▶ **WHAT IS NEEDED**: Look for the word "leaving" in the material below. Copy each line that has it.

▶ **GIVEN RECORDS**:
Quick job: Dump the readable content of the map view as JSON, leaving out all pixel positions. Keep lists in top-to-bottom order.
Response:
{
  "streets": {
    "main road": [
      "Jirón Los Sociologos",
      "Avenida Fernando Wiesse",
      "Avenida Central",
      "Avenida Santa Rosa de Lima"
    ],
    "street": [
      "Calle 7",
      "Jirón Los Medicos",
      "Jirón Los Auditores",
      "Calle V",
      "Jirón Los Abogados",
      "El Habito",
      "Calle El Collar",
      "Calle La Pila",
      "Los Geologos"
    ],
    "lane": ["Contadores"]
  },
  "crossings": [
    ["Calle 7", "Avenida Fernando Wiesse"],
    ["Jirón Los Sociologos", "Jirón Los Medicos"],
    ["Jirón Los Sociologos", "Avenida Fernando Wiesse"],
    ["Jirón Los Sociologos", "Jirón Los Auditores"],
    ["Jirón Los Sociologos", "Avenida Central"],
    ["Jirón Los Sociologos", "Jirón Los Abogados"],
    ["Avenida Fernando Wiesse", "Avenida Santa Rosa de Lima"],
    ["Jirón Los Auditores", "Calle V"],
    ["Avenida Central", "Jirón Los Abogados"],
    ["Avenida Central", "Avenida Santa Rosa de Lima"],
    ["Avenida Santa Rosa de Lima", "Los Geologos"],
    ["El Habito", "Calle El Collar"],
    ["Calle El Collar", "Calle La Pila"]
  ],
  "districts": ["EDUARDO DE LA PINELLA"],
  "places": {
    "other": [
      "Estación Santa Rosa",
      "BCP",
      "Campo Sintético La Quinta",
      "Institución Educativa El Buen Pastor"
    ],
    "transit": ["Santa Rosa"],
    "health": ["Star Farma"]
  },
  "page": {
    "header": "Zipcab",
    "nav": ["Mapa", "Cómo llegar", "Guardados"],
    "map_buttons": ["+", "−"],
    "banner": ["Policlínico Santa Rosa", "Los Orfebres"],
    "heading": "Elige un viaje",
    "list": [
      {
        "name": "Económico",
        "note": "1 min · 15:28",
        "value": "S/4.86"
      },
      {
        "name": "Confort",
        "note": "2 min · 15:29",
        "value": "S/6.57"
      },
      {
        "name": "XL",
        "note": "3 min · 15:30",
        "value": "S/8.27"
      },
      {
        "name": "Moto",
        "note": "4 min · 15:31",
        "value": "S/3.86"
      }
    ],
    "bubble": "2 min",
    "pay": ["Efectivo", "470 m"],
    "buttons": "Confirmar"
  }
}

...

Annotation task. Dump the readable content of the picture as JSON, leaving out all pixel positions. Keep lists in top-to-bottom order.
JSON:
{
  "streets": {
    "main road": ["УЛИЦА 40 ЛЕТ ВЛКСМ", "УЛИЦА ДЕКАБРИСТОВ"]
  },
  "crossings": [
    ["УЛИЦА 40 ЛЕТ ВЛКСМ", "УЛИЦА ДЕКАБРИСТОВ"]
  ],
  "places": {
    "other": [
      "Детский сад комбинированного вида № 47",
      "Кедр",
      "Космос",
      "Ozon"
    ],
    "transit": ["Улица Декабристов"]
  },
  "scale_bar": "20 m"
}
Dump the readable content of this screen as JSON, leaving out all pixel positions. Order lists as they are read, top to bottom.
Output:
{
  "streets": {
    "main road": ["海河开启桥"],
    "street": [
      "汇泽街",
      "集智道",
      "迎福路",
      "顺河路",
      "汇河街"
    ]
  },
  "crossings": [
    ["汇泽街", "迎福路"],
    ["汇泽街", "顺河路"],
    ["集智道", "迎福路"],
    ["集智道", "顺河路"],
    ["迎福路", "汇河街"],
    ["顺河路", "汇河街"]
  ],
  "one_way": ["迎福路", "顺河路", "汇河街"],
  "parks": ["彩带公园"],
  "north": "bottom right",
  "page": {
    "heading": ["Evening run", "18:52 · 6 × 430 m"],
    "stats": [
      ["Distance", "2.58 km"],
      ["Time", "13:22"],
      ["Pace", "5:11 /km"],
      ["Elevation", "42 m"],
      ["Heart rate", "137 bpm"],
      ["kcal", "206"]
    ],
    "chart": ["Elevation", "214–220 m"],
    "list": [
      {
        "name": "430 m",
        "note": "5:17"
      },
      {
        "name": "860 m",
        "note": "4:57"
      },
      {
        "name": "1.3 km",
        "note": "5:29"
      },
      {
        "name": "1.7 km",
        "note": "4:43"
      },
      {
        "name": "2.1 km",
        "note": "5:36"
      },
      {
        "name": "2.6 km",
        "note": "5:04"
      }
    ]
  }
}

▶ **RESPONSE FOR THIS EXERCISE**:
Quick job: Dump the readable content of the map view as JSON, leaving out all pixel positions. Keep lists in top-to-bottom order.
Annotation task. Dump the readable content of the picture as JSON, leaving out all pixel positions. Keep lists in top-to-bottom order.
Dump the readable content of this screen as JSON, leaving out all pixel positions. Order lists as they are read, top to bottom.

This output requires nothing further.